En tanto que la presa principal de Nuevo León, la del Cuchillo, que abastece a la zona metropolitana, y que se supone garantizaría el abasto hasta 2015, pero que finalmente no será así, cuenta actualmente con 260 mil 453 milímetros cúbicos, mientras que su capacidad es de 1 millón 123 mil 143, es decir, que tiene alrededor de una cuarta parte de su capacidad.

En cuanto al estado de Coahuila, la presa Venustiano Carranza tiene una capacidad ordinaria de 1 millón 312 mil 857 milímetros cúbicos, y hoy en su dramática situación tiene 343 mil 661.

El caso de Nuevo León podría considerarse más dramático dado su constante crecimiento poblacional.

Para combatir este problema, el presidente de la República, Enrique Peña Nieto y el gobernador del estado, Rodrigo Medina de la Cruz anunciaron en diciembre pasado el arranque del proyecto acuífero Monterrey VI, que consiste en traer agua del río Pánuco, en Veracruz, mediante la construcción de un acueducto con una inversión de 14 mil millones de pesos, que también aportaría el vital líquido a parte de Tamaulipas.

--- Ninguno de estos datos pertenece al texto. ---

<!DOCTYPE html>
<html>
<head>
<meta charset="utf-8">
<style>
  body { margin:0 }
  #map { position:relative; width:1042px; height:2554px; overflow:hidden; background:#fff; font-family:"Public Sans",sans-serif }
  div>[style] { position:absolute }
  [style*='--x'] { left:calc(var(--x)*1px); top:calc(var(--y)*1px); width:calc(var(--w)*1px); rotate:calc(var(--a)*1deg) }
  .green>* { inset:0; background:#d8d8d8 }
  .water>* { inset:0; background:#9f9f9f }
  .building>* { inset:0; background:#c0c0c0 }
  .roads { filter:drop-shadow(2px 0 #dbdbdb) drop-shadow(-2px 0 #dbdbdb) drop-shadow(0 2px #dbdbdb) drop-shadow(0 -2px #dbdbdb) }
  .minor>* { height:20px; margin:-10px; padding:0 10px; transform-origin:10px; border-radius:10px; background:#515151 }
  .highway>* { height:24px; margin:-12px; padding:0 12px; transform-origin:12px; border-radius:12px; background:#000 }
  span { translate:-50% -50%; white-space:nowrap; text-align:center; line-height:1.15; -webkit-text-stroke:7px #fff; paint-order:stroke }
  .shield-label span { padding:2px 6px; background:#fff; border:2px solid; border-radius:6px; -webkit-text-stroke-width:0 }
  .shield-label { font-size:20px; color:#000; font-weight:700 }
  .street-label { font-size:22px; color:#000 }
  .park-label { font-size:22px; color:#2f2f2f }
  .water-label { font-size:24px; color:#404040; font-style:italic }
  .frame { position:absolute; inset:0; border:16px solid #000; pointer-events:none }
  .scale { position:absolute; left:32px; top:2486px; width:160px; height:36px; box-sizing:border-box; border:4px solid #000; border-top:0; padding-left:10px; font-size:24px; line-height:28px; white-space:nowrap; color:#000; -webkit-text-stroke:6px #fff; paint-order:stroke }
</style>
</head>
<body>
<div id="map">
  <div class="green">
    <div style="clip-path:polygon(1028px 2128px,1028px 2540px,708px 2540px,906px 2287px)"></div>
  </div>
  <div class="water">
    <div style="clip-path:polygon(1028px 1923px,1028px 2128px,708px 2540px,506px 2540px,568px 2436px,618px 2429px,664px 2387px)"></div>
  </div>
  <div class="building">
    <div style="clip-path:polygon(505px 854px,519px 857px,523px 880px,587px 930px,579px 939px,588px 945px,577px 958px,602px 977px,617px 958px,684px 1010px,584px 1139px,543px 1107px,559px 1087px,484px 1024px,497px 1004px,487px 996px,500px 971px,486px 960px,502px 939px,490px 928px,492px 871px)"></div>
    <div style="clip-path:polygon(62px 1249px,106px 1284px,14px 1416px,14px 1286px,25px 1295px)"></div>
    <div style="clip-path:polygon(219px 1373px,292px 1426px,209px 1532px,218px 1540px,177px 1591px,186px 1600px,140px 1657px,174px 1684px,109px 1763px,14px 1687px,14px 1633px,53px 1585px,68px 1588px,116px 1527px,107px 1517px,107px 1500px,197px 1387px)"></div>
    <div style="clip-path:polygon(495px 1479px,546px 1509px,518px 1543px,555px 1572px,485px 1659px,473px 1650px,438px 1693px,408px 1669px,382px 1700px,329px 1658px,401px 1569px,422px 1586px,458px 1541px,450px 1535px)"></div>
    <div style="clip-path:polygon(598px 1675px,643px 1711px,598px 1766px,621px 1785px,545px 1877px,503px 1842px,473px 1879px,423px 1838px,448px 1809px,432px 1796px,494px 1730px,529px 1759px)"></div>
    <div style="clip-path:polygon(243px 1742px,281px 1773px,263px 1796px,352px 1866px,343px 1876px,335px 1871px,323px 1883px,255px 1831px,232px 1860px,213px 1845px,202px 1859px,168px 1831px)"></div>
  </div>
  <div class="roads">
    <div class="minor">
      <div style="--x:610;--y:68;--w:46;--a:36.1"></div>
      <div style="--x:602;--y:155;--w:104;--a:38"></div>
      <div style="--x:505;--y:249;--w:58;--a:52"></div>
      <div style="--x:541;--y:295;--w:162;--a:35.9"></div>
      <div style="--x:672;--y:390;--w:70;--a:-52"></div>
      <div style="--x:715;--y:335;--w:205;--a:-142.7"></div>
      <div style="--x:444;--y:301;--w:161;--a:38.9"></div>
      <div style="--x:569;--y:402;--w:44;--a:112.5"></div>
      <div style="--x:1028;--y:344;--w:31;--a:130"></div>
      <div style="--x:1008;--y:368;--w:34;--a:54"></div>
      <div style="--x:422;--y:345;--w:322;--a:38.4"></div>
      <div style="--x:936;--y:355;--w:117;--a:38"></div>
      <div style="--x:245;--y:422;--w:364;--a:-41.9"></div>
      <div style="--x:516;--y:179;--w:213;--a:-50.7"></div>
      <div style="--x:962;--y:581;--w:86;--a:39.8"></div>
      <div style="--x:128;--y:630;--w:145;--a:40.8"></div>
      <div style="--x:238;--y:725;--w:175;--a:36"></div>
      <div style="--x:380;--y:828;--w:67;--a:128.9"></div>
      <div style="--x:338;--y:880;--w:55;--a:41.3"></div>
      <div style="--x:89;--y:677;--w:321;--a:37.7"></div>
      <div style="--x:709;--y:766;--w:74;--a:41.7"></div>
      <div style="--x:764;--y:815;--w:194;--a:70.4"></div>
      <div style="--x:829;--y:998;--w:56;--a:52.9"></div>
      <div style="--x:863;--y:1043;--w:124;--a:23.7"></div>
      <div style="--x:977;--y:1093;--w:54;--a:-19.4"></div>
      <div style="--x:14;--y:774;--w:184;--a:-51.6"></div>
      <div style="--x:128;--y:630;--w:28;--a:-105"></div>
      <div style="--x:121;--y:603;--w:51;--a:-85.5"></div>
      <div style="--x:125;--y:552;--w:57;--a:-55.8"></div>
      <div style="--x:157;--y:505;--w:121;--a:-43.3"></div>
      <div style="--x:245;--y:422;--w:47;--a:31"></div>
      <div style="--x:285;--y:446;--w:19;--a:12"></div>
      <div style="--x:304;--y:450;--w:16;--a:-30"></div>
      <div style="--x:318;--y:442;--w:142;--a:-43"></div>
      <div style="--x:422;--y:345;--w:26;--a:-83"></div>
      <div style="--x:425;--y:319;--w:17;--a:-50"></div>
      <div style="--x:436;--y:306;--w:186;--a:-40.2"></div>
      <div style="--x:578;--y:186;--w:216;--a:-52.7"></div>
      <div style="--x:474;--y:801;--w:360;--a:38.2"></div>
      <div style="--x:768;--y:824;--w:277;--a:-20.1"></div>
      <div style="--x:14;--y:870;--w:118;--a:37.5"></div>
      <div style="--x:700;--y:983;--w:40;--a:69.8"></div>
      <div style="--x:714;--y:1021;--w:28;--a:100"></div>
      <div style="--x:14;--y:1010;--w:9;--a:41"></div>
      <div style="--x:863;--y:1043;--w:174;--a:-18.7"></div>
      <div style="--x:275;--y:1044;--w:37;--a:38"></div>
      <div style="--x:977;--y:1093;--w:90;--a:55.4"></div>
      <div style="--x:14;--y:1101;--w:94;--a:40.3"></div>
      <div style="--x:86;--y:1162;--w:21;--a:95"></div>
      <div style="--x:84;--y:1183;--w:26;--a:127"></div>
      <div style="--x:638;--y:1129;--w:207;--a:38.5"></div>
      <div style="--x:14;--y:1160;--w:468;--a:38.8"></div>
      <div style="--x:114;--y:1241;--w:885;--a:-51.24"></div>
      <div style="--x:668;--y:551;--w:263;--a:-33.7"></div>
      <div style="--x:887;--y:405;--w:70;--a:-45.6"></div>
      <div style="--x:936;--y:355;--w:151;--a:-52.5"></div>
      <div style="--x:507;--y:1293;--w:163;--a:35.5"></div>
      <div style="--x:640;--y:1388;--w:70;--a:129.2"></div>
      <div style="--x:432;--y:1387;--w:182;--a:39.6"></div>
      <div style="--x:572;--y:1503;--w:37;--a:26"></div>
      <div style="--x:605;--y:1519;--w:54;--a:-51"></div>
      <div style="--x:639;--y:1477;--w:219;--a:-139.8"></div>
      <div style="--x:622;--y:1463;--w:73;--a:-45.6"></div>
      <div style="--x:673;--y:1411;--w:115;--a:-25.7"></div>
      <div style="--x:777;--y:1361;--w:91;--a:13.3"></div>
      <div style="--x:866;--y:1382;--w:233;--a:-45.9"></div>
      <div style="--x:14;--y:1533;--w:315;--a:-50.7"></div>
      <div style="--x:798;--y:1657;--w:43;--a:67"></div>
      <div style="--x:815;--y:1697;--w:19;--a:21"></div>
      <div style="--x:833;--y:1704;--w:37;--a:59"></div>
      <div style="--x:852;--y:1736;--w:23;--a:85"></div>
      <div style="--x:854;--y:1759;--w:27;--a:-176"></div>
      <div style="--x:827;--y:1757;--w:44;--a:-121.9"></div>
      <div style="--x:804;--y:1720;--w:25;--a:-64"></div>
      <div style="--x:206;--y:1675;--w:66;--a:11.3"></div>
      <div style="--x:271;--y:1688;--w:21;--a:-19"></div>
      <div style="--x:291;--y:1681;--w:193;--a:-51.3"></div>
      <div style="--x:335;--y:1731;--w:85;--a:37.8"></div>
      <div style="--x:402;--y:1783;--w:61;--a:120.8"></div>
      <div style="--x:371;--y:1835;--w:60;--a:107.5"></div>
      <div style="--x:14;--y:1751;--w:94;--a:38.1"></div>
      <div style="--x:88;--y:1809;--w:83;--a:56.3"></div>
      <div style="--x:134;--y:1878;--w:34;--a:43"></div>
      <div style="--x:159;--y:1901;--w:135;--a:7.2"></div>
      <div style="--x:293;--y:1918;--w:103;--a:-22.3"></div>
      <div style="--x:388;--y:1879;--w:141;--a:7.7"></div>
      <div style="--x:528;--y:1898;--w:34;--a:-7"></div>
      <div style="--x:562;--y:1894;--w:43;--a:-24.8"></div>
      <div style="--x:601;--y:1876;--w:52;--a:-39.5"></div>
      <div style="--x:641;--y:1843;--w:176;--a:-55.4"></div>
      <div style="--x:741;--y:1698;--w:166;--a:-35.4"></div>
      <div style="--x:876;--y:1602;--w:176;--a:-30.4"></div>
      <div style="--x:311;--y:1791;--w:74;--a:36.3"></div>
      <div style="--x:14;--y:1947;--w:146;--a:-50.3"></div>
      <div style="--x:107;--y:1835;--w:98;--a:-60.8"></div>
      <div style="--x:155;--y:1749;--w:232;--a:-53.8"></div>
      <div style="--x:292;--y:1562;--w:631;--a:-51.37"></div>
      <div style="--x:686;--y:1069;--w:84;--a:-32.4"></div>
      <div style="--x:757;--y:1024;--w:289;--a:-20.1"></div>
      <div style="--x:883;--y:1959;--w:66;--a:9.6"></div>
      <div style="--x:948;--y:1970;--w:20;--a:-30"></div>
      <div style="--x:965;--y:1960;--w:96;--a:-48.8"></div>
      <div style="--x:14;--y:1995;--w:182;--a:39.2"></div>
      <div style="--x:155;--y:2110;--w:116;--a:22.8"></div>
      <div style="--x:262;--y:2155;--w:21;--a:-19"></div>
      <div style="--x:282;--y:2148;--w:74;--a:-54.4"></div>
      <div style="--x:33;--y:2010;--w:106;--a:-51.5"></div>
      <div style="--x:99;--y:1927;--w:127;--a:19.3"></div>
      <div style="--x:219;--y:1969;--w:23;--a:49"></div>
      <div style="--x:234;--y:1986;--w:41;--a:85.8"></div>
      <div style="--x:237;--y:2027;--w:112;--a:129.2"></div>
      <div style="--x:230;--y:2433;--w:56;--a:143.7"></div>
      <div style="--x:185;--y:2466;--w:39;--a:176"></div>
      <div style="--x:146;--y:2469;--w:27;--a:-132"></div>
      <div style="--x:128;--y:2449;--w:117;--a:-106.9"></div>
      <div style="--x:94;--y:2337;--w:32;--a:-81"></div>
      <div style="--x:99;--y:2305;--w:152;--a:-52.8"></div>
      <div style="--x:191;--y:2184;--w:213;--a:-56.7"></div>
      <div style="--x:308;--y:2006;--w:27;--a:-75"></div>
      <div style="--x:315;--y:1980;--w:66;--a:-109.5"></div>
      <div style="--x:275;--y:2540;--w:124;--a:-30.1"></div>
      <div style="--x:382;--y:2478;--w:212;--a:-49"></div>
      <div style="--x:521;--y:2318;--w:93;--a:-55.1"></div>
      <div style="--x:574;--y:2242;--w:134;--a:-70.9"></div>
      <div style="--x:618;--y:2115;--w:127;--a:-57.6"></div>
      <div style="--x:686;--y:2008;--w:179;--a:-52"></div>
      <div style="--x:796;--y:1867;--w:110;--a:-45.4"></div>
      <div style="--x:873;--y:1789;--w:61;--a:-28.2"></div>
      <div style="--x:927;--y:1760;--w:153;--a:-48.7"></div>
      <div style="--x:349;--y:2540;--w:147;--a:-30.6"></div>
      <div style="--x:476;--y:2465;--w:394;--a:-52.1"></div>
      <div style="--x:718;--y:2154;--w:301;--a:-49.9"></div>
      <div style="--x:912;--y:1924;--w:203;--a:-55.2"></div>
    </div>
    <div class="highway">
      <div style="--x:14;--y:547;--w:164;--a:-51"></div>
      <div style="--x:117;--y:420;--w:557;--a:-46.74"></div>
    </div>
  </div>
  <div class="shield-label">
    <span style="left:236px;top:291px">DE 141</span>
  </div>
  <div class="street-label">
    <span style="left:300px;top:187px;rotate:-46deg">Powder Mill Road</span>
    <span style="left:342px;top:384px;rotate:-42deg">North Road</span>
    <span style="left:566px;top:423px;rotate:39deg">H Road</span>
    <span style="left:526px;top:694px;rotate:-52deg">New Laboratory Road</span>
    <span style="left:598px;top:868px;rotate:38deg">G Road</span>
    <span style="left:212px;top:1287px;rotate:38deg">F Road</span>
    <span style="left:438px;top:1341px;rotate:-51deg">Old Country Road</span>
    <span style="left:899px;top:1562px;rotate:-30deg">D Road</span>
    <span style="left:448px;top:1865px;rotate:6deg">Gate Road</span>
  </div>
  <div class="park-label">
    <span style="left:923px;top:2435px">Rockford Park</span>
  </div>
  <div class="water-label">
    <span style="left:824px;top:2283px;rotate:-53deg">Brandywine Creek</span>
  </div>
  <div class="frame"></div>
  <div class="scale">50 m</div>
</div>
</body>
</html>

La obra estaría concluida en 2015, sin embargo, no se garantiza el almacenamiento actual para esas fechas.

También pega al turismo

Los principales parajes naturales donde el agua cumple una misión importante están siendo afectados por esta sequía.

La muy conocida Cola de Caballo apenas y luce algunos hilos de agua que caen, mientras que la presa Rodrigo Gómez –La Boca-, está ligeramente arriba de la mitad de su capacidad.

El desabasto en esta presa llegó al grado de que se han formado islotes, algunos visibles y otros no tanto, por lo que ya se han presentado ligeros accidentes por parte de quienes conducen lanchas al impactarse con esos montículos de tierra provocados por la falta de agua.